Stored data entries ::
Content starts

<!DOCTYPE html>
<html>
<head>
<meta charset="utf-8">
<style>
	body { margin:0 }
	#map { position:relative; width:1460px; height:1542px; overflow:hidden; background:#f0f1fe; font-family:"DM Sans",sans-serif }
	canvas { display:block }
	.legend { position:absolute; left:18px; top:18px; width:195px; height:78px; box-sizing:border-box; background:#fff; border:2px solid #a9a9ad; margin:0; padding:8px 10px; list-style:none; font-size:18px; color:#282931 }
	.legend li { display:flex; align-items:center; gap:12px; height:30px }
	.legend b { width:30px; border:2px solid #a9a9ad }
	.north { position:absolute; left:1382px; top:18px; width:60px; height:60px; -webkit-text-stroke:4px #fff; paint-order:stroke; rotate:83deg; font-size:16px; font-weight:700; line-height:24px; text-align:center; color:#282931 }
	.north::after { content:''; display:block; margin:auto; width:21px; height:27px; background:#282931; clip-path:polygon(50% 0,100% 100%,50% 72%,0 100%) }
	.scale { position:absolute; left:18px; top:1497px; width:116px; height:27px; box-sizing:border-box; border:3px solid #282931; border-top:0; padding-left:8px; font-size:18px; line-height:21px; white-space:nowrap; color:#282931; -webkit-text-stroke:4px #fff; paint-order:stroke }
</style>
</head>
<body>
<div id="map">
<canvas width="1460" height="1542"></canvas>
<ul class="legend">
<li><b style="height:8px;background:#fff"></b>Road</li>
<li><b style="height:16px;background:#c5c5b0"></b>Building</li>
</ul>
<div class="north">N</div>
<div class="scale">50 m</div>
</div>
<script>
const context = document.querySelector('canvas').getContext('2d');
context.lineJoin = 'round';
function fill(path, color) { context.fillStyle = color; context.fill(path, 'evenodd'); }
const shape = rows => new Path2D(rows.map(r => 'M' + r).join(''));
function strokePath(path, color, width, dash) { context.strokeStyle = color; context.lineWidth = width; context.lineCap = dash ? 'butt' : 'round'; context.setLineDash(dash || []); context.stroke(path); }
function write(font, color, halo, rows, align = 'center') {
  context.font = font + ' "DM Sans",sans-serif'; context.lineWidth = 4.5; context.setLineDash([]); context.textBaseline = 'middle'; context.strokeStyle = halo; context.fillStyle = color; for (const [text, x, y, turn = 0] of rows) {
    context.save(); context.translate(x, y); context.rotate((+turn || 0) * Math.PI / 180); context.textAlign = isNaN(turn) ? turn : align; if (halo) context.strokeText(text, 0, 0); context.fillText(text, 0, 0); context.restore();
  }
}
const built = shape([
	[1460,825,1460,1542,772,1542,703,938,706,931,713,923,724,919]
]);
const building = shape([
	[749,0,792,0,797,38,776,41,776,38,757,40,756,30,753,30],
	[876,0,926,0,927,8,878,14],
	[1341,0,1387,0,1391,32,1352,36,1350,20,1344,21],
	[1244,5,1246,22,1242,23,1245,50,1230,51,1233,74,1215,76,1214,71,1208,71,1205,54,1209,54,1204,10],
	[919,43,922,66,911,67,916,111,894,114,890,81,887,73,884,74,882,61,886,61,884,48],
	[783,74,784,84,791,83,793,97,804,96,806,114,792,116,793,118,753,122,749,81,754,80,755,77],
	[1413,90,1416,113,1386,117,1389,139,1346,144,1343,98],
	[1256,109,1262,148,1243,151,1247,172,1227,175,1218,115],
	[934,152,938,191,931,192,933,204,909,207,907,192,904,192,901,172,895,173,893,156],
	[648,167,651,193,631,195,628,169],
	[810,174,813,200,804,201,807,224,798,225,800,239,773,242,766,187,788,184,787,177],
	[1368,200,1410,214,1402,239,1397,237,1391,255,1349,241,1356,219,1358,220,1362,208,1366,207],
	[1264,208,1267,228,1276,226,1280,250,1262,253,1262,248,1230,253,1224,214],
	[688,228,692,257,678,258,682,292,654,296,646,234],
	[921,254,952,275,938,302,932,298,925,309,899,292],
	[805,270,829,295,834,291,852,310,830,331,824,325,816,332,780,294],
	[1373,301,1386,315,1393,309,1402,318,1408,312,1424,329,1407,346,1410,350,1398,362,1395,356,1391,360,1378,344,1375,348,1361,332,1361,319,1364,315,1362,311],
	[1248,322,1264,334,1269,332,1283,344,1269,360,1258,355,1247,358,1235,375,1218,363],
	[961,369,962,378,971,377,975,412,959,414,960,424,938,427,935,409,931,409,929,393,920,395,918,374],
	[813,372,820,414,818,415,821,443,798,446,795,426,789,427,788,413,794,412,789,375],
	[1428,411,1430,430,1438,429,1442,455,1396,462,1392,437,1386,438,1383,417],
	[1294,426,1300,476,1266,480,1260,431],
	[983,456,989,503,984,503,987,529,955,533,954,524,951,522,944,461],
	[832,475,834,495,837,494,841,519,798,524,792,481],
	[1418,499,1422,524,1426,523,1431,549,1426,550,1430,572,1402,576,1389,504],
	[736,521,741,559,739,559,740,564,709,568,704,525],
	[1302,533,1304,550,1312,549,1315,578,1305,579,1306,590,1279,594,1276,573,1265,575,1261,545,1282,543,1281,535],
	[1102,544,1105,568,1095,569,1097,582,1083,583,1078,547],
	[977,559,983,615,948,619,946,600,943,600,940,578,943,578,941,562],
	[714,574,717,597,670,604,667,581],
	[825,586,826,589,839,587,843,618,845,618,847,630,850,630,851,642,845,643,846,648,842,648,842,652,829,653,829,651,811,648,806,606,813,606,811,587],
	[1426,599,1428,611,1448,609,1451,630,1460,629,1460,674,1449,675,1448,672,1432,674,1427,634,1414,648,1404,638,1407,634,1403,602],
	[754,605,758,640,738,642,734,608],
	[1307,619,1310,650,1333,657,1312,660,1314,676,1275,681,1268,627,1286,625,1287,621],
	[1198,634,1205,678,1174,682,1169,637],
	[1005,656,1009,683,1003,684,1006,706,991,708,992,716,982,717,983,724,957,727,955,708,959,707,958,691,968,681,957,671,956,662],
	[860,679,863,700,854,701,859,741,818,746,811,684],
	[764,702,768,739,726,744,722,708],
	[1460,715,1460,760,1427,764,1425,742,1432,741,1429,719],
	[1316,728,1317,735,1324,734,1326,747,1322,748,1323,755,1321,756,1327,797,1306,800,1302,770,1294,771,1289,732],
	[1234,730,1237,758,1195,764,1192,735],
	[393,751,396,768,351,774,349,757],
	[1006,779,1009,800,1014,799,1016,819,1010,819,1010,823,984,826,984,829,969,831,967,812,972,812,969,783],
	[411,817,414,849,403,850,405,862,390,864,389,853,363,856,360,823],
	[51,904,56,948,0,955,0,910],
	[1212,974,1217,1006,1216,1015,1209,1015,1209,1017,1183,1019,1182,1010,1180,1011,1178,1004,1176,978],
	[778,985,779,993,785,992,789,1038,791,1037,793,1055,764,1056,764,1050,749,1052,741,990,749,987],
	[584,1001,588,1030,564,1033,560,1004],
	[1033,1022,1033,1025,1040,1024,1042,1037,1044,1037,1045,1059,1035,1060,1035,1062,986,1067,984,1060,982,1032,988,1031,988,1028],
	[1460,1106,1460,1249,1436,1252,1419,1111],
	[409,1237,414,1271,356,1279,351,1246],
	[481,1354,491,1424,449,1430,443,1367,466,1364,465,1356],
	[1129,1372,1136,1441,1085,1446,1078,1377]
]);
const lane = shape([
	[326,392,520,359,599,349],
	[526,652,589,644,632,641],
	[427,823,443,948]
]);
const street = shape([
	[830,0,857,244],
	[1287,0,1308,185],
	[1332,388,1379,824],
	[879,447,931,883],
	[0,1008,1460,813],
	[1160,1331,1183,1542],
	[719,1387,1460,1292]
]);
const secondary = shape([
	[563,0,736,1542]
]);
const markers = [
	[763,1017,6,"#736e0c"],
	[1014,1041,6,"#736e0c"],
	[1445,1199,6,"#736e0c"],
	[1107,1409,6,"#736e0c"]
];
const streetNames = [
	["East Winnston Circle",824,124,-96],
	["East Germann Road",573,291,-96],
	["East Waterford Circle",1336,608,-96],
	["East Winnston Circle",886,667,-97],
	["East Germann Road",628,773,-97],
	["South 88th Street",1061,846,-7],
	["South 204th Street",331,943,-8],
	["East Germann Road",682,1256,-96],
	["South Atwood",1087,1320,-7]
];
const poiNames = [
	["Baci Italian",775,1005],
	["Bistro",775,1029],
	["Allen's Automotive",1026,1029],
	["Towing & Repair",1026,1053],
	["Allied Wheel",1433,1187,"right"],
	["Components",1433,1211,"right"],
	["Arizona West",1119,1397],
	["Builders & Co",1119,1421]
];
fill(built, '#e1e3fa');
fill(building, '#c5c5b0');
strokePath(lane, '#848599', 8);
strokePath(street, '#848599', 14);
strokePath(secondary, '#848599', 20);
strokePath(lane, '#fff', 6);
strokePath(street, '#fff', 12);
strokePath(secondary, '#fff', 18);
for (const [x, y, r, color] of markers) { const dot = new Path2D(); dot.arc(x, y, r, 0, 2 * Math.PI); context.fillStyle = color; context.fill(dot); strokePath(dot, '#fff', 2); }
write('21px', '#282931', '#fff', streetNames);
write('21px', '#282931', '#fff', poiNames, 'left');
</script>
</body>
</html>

Content ends

Work required :: Only a number is wanted: how many lines of the data above contain "canvas"?

Solution :: 3